#### [EXERCISE PROMPT]
No pictures go into the output, which should consist only of the lines from the first line of the data through the line with "position:relative; width:1402px; height:2334px;", copied exactly.

#### [DATASET RECORDS]

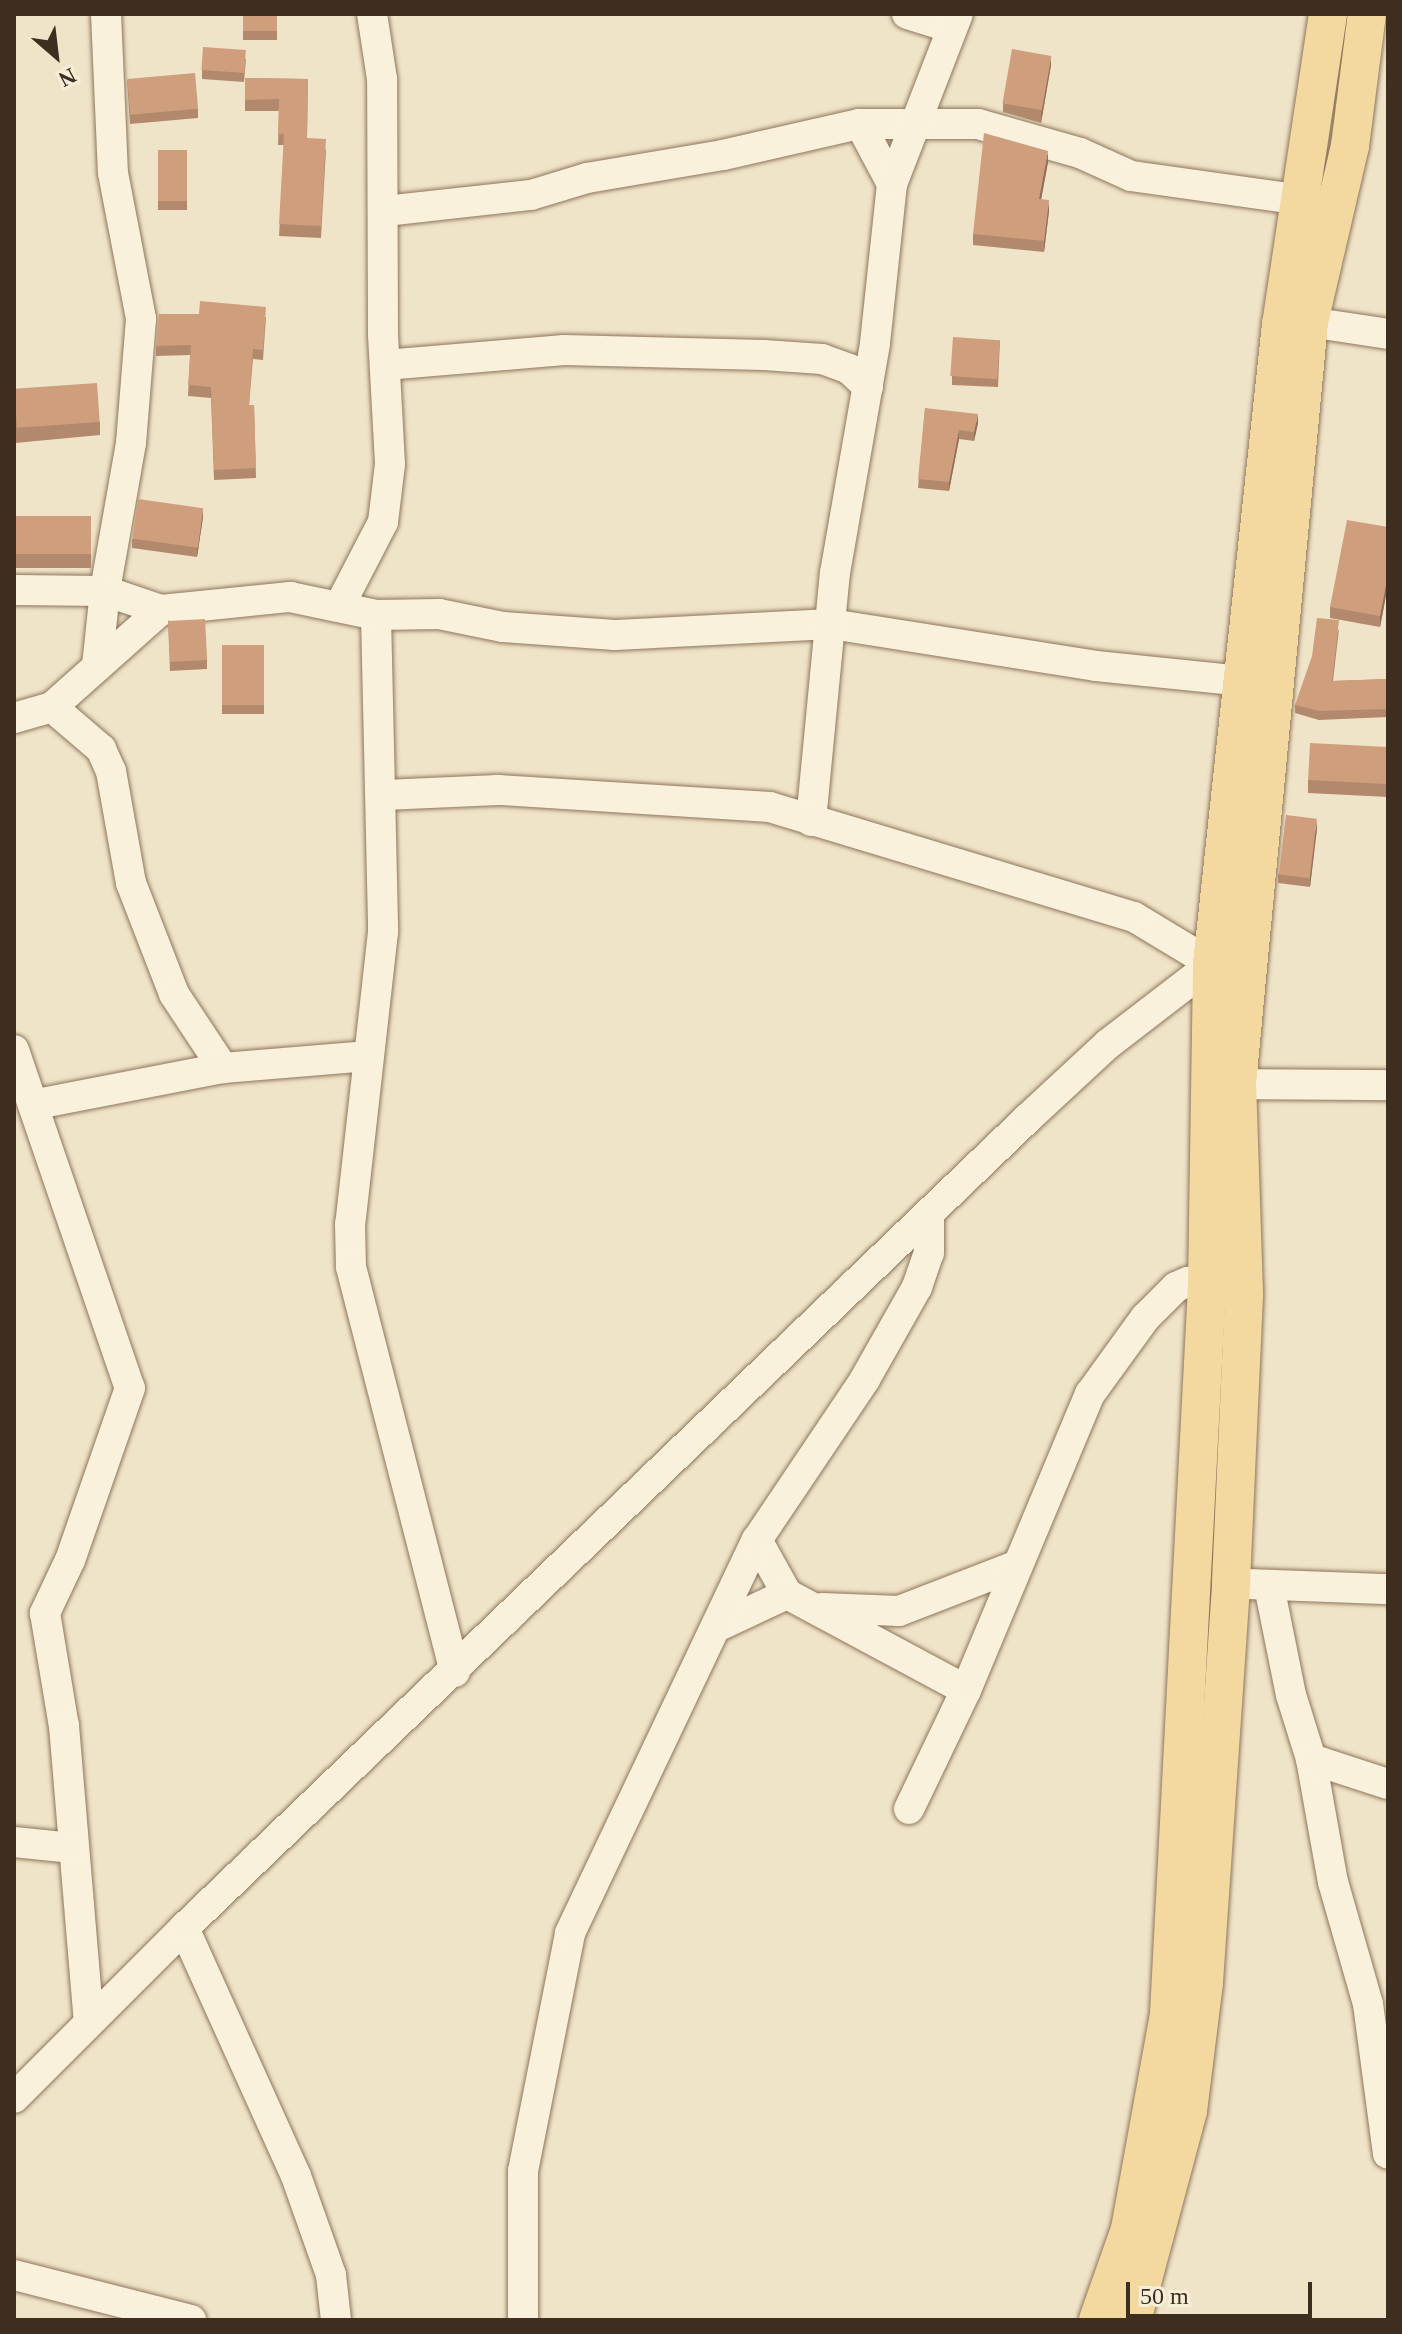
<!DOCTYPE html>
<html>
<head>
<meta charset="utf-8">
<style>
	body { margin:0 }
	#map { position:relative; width:1402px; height:2334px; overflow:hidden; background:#f0e4c8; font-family:Georgia,serif }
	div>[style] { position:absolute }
	.roads { filter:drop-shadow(0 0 2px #8d765c) drop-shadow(0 0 2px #8d765c) }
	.minor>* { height:30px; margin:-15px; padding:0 15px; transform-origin:15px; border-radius:15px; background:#faf1dc }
	.major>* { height:38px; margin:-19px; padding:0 19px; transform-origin:19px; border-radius:19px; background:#f3d9a0 }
	.wall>* { inset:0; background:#b2896c; transform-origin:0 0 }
	.shaded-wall>* { inset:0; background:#916f58 }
	.building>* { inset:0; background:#cf9f7d; transform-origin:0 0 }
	span { translate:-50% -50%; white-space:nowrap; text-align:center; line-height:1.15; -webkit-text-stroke:6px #f7eed8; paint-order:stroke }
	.frame { position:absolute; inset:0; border:16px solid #3d2e20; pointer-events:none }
	.north { position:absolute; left:16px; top:16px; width:80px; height:80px; -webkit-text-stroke:6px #f7eed8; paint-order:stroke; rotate:152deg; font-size:22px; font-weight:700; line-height:32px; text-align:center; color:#3d2e20 }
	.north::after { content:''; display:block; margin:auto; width:28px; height:36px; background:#3d2e20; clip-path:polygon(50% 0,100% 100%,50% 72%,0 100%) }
	.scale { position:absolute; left:1126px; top:2282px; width:186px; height:36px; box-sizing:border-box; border:4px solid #3d2e20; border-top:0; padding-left:10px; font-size:24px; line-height:28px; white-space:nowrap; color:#3d2e20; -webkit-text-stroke:6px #f7eed8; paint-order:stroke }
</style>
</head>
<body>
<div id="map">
	<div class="roads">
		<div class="minor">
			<i style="left:106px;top:14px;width:159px;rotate:87.5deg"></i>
			<i style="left:113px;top:173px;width:149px;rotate:79.1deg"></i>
			<i style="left:141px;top:319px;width:124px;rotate:94.6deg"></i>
			<i style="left:131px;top:443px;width:150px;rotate:100deg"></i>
			<i style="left:105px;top:591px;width:59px;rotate:18.7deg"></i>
			<i style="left:907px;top:14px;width:47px;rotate:17.3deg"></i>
			<i style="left:860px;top:124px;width:68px;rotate:61.9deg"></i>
			<i style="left:385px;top:211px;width:147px;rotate:-6.3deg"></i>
			<i style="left:531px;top:195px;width:59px;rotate:-16.9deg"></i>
			<i style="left:587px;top:178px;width:138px;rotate:-9.6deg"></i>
			<i style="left:723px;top:155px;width:140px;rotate:-12.8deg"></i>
			<i style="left:860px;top:124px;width:118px"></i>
			<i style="left:978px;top:124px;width:106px;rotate:15.9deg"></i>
			<i style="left:1080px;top:153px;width:56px;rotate:24.3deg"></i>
			<i style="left:1131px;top:176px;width:173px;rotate:8deg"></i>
			<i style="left:1309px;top:322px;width:80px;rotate:8.6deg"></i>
			<i style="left:385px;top:365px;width:180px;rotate:-4.8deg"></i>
			<i style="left:564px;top:350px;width:200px;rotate:1.4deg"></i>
			<i style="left:764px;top:355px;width:58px;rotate:3.9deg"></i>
			<i style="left:822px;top:359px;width:29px;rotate:20deg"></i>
			<i style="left:849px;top:369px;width:26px;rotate:43deg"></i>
			<i style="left:14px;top:590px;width:91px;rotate:0.6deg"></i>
			<i style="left:105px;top:591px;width:75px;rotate:96.1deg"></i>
			<i style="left:340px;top:605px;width:93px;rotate:-62.6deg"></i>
			<i style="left:383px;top:522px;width:58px;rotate:-83.1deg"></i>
			<i style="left:390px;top:464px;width:129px;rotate:-93.1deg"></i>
			<i style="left:383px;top:335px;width:256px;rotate:-90.2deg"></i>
			<i style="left:382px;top:79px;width:66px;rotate:-98.7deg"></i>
			<i style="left:376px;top:615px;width:317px;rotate:88.7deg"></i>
			<i style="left:383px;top:932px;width:294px;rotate:96.4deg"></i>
			<i style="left:350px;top:1224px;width:43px;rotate:88.7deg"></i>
			<i style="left:351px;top:1267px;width:418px;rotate:75.6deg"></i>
			<i style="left:52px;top:707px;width:65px;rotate:40.6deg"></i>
			<i style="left:101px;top:749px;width:24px;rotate:66deg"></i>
			<i style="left:111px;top:771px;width:114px;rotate:79.9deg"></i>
			<i style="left:131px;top:883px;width:119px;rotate:68.8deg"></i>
			<i style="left:174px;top:994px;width:89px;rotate:56.5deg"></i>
			<i style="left:14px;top:718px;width:40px;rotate:-16deg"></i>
			<i style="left:52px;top:707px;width:146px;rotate:-41.7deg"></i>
			<i style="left:161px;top:610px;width:130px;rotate:-5.8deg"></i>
			<i style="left:290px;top:597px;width:88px;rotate:11.8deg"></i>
			<i style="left:376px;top:615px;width:63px;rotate:-0.9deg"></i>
			<i style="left:439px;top:614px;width:65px;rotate:11.5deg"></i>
			<i style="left:503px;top:627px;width:112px;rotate:4.1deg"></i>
			<i style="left:615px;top:635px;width:216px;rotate:-2.9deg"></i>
			<i style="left:831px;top:624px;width:268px;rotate:9deg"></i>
			<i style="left:1096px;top:666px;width:149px;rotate:5.8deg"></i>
			<i style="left:811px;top:821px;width:249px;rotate:-84.5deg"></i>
			<i style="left:835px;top:573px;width:233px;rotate:-80.1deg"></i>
			<i style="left:875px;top:343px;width:160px;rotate:-83.9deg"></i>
			<i style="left:892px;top:184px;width:182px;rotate:-68.8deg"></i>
			<i style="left:14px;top:1050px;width:357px;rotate:71.1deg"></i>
			<i style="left:130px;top:1388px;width:182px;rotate:109.2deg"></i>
			<i style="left:70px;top:1560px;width:59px;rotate:115.3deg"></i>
			<i style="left:45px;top:1613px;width:115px;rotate:80.5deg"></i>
			<i style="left:64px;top:1726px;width:297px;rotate:85.2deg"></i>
			<i style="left:1237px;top:1084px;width:151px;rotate:0.4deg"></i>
			<i style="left:37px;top:1104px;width:189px;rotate:-11deg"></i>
			<i style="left:223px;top:1068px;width:146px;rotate:-4.7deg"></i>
			<i style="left:757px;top:1540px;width:62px;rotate:60.9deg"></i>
			<i style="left:787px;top:1594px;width:203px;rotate:28.2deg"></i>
			<i style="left:1249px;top:1584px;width:139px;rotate:2.1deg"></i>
			<i style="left:1269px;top:1586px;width:111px;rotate:78.6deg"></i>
			<i style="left:1291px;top:1695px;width:67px;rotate:72.6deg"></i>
			<i style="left:1311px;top:1759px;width:125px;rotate:79.9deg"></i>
			<i style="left:1333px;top:1882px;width:127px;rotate:74deg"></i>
			<i style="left:1368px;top:2004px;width:151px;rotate:82.4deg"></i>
			<i style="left:822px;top:1608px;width:77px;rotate:2.2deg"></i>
			<i style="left:899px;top:1611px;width:124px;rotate:-21.2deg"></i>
			<i style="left:721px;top:1625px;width:73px;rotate:-25.2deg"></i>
			<i style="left:1311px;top:1759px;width:81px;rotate:18deg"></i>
			<i style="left:909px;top:1809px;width:132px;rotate:-64.4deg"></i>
			<i style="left:966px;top:1690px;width:321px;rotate:-67.3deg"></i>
			<i style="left:1090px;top:1394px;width:94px;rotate:-54.1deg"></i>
			<i style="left:1145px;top:1318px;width:44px;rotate:-45deg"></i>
			<i style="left:1176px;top:1287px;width:13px;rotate:-23deg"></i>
			<i style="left:1188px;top:1282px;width:19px;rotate:12deg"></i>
			<i style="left:14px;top:1842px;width:59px;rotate:5.8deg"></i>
			<i style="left:184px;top:1928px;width:272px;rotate:65.7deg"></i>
			<i style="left:296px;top:2176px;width:105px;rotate:70.5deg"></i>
			<i style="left:331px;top:2275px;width:45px;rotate:83.7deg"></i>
			<i style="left:14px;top:2098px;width:240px;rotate:-45deg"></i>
			<i style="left:184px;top:1928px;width:1168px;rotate:-43.82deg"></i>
			<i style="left:1027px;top:1119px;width:110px;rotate:-42.8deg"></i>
			<i style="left:1108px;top:1044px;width:131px;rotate:-37.6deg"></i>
			<i style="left:1212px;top:964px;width:91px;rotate:-148.9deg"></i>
			<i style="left:1134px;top:917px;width:380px;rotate:-163.2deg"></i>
			<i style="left:770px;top:807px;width:273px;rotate:-176.4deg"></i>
			<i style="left:498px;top:790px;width:114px;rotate:177.5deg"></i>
			<i style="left:14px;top:2275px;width:183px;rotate:14.3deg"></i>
			<i style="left:523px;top:2320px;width:149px;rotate:-90deg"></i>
			<i style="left:523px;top:2171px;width:243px;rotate:-78.8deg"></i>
			<i style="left:570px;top:1933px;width:435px;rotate:-64.6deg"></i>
			<i style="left:757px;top:1540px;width:194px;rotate:-56.1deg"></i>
			<i style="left:865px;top:1379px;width:106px;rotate:-60.5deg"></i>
			<i style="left:917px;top:1287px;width:36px;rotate:-71deg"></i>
			<i style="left:929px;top:1253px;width:37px;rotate:-90deg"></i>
		</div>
		<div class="major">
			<i style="left:1098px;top:2320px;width:96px;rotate:-70.6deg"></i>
			<i style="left:1130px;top:2229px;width:219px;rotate:-79.7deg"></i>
			<i style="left:1169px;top:2014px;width:729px;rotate:-87.01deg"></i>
			<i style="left:1207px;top:1286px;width:322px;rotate:-89.1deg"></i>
			<i style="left:1212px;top:964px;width:643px;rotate:-83.84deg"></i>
			<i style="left:1281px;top:325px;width:315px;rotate:-81.4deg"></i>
			<i style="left:1132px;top:2320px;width:216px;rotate:-75deg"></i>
			<i style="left:1188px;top:2111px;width:130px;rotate:-82.9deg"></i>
			<i style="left:1204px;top:1982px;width:401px;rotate:-86.1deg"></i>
			<i style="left:1231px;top:1582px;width:289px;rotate:-87.4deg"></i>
			<i style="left:1244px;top:1293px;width:209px;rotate:-91.9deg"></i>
			<i style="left:1237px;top:1084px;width:765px;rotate:-84.6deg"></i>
			<i style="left:1309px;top:322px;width:181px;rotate:-76.9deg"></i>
			<i style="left:1350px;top:146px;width:133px;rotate:-82.7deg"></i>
		</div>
	</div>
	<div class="wall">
		<i style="left:243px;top:14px;width:34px;height:26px"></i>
		<i style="clip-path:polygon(246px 59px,244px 82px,202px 79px,202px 70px)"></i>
		<i style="clip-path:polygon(1051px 65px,1041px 123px,1003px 112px,1003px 103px)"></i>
		<i style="clip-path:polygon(245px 78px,308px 79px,307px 138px,326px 150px,321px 238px,279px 236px,284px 145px,278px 145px,279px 111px,245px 111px)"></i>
		<i style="clip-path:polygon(127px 80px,198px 109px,198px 118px,130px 124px)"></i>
		<i style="left:158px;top:150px;width:29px;height:60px"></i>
		<i style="clip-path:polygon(1048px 162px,1041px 199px,1049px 211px,1044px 252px,973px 245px,973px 234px)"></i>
		<i style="clip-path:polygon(266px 317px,263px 360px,253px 359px,249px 405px,254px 405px,256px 478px,214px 480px,211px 398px,188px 396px,190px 355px,156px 356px,156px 346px)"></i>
		<i style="clip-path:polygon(1000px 340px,998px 387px,952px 385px,952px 376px)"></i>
		<i style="clip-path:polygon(14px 390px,100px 422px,100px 435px,15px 443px)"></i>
		<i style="clip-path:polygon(925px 408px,978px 423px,974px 441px,959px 439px,949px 491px,918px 488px)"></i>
		<i style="left:91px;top:516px;width:52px;height:77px;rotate:90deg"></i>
		<i style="clip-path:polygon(203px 517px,197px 557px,132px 548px,132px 539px)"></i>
		<i style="clip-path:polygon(1388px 527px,1388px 585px,1380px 627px,1330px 618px,1330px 607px)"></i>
		<i style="clip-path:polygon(168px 620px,207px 660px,207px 669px,170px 671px)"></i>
		<i style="clip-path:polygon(1339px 629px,1333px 681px,1388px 679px,1388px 717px,1319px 720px,1295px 713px,1295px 705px)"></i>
		<i style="left:222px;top:645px;width:42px;height:69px"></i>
		<i style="clip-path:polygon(1388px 747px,1388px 797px,1308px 793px,1308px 780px)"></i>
		<i style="clip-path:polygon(1317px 828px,1310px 887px,1278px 883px,1278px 874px)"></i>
	</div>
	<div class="shaded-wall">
		<i style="clip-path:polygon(1051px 56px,1051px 65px,1041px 123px,1041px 114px)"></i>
		<i style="clip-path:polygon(1048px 151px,1048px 162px,1039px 211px,1039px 199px)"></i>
		<i style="clip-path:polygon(1049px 200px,1049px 211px,1044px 252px,1044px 241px)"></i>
		<i style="clip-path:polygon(978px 414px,978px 423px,974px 441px,974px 432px)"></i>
		<i style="clip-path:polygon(959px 430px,959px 439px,949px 491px,949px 482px)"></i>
		<i style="clip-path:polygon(203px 508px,203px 517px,197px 557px,197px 548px)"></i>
		<i style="clip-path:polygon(1388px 574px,1388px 585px,1380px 627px,1380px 616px)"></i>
		<i style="clip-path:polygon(1317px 819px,1317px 828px,1310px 887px,1310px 878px)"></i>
	</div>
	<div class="building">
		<i style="left:243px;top:14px;width:34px;height:17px"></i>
		<i style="left:203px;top:47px;width:43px;height:23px;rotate:4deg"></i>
		<i style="left:1012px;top:49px;width:40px;height:55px;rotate:10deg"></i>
		<i style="left:195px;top:73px;width:36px;height:68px;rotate:85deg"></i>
		<i style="clip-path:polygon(245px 78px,308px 79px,307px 138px,326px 139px,321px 226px,279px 224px,284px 134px,278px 134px,279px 99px,245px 100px)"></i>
		<i style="clip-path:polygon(984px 133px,1048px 151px,1039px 199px,1049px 200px,1044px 241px,973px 234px)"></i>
		<i style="left:158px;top:150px;width:29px;height:51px"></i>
		<i style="clip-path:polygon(200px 301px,266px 307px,263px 350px,253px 349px,249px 405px,254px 405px,256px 468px,214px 470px,211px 387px,188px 385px,191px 345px,156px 346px,159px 314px,199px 314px)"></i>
		<i style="left:953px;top:337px;width:47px;height:39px;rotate:4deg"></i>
		<i style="left:97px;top:383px;width:39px;height:83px;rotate:86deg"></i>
		<i style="clip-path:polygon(925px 408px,978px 414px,974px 432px,959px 430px,949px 482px,918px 479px)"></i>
		<i style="left:138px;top:499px;width:66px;height:40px;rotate:8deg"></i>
		<i style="left:91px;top:516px;width:38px;height:77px;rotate:90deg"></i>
		<i style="clip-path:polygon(1347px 520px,1388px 527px,1388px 574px,1380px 616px,1330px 607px)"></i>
		<i style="clip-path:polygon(1317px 618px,1339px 620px,1332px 681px,1388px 679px,1388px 709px,1319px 711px,1295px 705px,1312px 656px)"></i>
		<i style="left:205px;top:619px;width:41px;height:37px;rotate:87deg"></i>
		<i style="left:222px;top:645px;width:42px;height:60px"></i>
		<i style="left:1310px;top:743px;width:78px;height:37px;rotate:3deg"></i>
		<i style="left:1286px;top:815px;width:31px;height:60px;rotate:7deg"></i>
	</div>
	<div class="frame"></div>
	<div class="north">N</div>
	<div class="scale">50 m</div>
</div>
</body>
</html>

#### [ANSWER SECTION]
<!DOCTYPE html>
<html>
<head>
<meta charset="utf-8">
<style>
	body { margin:0 }
	#map { position:relative; width:1402px; height:2334px; overflow:hidden; background:#f0e4c8; font-family:Georgia,serif }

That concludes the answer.